Observation vs construction
Often when I see students discussing different approaches to drawing, observational drawing and constructional drawing are presented as a sort of dichotomy - two techniques that are mutually exclusive. This really isn't true. Constructional drawing inherently incorporates observation, as we cannot know which simple forms to start with unless we observe our subject matter carefully. Observational drawing can be done without construction, but if you ask me, that is an approach that is fundamentally incorrect.
Construction is all about understanding how an object exists in 3D space as a part of the drawing process. If you are doing this - even if not as explicitly as we do here - you are employing an element of construction.
If, however, you are working only in two dimensions - for example, drawing from a photo reference (photographs are by nature two dimensional) and reproducing it in your drawing directly without considering the fact that the photo represents a three dimensional scene, then there is no component of construction and in all likelihood your drawing will appear flat and unconvincing. Yes, you may eventually become an exceptional photocopier, but we do have machines for that already, and the applications for that skill set are fairly limited these days.

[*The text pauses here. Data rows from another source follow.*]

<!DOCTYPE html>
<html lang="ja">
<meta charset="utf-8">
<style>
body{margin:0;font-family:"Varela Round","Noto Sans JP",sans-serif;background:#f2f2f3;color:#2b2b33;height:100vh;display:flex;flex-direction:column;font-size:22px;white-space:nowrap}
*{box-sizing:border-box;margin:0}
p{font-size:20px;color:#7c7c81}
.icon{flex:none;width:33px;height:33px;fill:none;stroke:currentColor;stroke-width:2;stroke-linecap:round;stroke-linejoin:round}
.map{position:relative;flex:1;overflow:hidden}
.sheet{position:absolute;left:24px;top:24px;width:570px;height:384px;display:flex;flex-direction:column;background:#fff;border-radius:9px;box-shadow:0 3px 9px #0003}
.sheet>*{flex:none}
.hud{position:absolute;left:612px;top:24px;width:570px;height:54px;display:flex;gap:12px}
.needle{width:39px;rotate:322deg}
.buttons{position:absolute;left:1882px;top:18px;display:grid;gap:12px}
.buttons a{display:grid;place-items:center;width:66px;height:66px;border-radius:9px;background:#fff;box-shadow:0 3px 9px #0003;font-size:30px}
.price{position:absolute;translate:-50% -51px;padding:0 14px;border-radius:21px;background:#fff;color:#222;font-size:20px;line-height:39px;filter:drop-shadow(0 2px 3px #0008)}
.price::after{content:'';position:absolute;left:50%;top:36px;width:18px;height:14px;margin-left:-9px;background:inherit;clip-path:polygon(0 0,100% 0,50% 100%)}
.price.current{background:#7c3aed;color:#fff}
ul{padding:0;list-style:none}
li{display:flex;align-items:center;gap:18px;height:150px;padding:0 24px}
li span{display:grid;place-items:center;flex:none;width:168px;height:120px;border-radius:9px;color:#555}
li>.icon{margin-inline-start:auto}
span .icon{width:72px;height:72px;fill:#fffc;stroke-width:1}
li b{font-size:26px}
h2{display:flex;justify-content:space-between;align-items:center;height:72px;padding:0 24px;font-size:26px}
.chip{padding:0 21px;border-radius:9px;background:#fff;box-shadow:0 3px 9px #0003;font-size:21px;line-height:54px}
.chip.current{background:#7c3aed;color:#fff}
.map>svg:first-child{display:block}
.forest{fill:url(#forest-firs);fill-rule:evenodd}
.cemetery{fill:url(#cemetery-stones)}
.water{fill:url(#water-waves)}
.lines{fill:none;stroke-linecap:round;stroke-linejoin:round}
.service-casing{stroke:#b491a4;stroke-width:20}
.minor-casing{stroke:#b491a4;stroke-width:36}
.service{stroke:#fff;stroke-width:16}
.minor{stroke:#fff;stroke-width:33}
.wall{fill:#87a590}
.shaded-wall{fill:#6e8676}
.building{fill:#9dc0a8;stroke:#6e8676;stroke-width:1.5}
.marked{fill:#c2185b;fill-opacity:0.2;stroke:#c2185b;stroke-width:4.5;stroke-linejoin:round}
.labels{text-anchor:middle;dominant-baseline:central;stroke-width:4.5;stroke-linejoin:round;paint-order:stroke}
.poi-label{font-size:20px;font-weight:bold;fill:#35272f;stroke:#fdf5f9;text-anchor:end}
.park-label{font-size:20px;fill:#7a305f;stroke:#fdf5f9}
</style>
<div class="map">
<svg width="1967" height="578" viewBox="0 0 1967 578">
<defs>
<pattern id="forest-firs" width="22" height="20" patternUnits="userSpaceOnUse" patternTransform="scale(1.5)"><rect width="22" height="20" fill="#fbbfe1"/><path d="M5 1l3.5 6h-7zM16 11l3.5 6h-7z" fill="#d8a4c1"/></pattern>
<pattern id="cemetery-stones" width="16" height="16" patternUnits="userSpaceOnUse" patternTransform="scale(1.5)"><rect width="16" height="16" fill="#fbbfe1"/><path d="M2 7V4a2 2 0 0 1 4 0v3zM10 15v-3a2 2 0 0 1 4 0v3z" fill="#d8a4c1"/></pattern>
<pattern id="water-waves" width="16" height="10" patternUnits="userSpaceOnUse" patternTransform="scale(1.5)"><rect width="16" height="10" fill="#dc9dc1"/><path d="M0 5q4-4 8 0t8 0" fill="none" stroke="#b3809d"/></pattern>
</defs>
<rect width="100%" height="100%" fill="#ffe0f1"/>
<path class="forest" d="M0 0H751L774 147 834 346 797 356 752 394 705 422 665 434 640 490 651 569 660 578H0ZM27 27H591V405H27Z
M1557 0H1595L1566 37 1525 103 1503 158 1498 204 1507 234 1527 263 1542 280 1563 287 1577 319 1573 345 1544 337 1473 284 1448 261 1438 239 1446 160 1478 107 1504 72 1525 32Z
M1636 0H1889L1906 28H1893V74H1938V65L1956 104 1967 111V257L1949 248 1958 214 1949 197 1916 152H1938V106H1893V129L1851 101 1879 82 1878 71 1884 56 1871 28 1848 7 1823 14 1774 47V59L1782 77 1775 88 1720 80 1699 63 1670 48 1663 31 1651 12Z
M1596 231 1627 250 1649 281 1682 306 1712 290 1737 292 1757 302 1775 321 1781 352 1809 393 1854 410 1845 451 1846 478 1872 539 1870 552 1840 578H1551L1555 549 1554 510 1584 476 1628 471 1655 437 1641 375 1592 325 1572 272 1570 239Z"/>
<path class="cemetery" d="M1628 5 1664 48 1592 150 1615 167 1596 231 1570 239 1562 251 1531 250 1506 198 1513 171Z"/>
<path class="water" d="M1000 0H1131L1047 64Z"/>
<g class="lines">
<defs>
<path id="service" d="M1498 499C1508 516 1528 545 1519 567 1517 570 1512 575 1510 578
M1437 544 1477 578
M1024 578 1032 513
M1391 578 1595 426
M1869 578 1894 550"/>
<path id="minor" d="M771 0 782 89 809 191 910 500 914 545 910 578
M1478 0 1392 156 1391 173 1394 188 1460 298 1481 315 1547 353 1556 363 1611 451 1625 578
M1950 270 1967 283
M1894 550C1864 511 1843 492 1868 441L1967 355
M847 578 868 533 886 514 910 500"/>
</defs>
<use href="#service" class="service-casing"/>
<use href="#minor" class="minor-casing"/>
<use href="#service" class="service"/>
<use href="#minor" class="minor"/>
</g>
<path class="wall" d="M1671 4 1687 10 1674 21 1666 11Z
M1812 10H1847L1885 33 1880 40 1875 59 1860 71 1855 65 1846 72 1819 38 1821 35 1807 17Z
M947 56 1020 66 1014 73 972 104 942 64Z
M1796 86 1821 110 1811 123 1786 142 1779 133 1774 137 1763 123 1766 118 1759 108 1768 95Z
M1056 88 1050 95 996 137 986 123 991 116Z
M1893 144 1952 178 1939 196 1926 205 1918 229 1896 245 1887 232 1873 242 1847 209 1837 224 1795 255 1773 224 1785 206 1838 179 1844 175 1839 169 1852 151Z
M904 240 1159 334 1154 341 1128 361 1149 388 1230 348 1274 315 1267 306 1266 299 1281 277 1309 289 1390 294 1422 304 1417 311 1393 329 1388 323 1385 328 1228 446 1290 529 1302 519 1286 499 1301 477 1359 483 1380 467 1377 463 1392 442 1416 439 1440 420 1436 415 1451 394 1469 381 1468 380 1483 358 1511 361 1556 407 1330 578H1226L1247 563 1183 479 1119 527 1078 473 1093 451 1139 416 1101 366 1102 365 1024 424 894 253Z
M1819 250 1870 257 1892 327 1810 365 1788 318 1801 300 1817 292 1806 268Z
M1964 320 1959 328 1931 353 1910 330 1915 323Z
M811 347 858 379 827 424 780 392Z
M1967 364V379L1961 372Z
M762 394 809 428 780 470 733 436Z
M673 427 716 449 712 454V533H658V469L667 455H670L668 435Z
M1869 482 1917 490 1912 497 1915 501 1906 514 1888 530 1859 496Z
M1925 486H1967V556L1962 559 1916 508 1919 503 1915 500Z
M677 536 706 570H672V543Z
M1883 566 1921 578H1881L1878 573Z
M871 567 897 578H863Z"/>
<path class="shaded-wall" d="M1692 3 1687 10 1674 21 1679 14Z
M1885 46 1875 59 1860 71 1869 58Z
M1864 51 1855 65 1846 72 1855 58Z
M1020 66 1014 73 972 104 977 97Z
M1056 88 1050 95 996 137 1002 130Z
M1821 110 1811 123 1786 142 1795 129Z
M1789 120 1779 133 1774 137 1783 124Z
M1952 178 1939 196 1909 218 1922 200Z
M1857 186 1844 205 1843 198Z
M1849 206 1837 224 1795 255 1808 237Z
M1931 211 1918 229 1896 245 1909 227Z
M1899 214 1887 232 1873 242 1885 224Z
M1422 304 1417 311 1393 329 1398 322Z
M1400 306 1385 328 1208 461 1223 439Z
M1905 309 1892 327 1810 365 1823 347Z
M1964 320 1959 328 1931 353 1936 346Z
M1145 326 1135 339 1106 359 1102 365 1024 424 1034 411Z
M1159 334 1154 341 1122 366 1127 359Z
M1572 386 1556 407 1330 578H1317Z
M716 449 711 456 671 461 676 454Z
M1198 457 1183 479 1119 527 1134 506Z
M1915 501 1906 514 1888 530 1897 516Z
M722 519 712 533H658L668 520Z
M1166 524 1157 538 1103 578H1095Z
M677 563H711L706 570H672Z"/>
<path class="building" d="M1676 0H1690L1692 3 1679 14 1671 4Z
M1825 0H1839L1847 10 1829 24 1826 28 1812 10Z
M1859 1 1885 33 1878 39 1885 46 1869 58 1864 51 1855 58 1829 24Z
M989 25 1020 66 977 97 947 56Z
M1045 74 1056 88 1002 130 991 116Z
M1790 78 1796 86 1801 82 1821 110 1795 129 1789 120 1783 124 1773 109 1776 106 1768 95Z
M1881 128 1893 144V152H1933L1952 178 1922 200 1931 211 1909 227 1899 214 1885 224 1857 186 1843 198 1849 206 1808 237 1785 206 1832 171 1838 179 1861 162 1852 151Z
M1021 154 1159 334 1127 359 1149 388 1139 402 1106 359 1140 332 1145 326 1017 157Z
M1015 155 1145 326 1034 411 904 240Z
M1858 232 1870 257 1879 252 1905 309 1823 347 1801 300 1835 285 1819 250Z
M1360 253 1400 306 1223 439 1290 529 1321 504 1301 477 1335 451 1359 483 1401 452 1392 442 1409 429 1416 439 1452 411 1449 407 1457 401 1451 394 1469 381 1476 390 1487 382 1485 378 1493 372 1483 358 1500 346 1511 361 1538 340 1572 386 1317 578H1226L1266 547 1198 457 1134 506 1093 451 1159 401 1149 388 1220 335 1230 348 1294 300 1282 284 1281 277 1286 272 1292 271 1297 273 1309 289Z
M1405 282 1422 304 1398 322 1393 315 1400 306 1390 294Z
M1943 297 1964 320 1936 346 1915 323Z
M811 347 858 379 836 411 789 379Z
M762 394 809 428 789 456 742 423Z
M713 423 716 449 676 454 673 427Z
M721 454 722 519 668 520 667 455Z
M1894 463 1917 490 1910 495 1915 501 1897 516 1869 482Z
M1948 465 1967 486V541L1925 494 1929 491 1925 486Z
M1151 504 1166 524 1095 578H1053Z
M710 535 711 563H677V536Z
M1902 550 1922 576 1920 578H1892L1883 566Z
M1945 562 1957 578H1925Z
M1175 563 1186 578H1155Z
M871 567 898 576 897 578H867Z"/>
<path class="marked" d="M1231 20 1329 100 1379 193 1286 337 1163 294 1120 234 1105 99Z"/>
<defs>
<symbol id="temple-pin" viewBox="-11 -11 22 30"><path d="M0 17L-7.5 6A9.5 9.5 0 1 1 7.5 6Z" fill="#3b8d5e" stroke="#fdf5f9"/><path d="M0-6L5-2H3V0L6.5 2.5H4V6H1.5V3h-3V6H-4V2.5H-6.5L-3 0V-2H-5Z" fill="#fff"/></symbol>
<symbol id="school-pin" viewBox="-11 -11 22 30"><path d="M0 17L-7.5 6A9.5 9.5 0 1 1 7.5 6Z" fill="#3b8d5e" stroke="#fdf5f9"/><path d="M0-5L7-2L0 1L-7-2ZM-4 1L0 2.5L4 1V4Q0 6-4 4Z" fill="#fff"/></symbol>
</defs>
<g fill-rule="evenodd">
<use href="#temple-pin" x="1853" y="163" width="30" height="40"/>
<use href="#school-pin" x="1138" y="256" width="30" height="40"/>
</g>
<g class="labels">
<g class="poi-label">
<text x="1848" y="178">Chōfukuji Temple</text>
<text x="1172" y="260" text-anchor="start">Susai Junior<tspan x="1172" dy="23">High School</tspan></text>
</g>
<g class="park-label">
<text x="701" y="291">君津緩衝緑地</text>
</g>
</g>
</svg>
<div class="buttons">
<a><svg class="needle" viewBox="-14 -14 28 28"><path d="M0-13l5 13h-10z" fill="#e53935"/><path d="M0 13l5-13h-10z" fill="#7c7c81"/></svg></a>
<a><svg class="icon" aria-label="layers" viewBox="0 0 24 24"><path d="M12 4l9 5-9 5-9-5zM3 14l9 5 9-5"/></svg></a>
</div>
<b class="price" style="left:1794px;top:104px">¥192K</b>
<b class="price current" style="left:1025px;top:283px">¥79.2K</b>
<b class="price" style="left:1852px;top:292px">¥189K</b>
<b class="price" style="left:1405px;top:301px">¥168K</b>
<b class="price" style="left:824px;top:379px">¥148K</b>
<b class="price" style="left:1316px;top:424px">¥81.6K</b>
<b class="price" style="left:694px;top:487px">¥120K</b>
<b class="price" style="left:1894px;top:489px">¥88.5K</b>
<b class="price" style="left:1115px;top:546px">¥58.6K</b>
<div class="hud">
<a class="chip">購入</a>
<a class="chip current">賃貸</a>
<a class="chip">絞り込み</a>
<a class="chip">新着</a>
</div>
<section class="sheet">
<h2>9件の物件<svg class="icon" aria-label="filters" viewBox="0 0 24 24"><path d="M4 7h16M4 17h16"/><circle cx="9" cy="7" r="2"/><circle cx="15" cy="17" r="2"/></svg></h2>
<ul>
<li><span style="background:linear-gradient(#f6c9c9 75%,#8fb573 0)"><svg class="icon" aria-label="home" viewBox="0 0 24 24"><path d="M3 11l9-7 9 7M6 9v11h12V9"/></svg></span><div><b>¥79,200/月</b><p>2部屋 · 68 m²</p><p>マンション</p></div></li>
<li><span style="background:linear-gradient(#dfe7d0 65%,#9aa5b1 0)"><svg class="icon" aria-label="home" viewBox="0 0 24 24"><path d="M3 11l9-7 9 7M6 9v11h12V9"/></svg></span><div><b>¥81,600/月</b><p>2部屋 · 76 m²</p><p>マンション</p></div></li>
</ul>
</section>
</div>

This is why if you have learned any observational drawing in the past, you may have heard discussion over whether or not it is okay to use photo references, or if only drawing "from life" (with the actual object in front of you) is valuable. In my experience, this is because it is considerably more difficult for a beginner to look at an actual three dimensional object without some degree of understanding or consideration for how it sits in 3D space. You're effectively forced to somehow process that 3D object into your 2D drawing.
I have generally found that when employing constructional techniques, like those taught here, it doesn't matter as much whether you draw them from life or not. There are still benefits to drawing an object from life, and if you have the means or the opportunity you absolutely should do so, but these techniques do help significantly reduce the pitfalls that come from working with 2D references.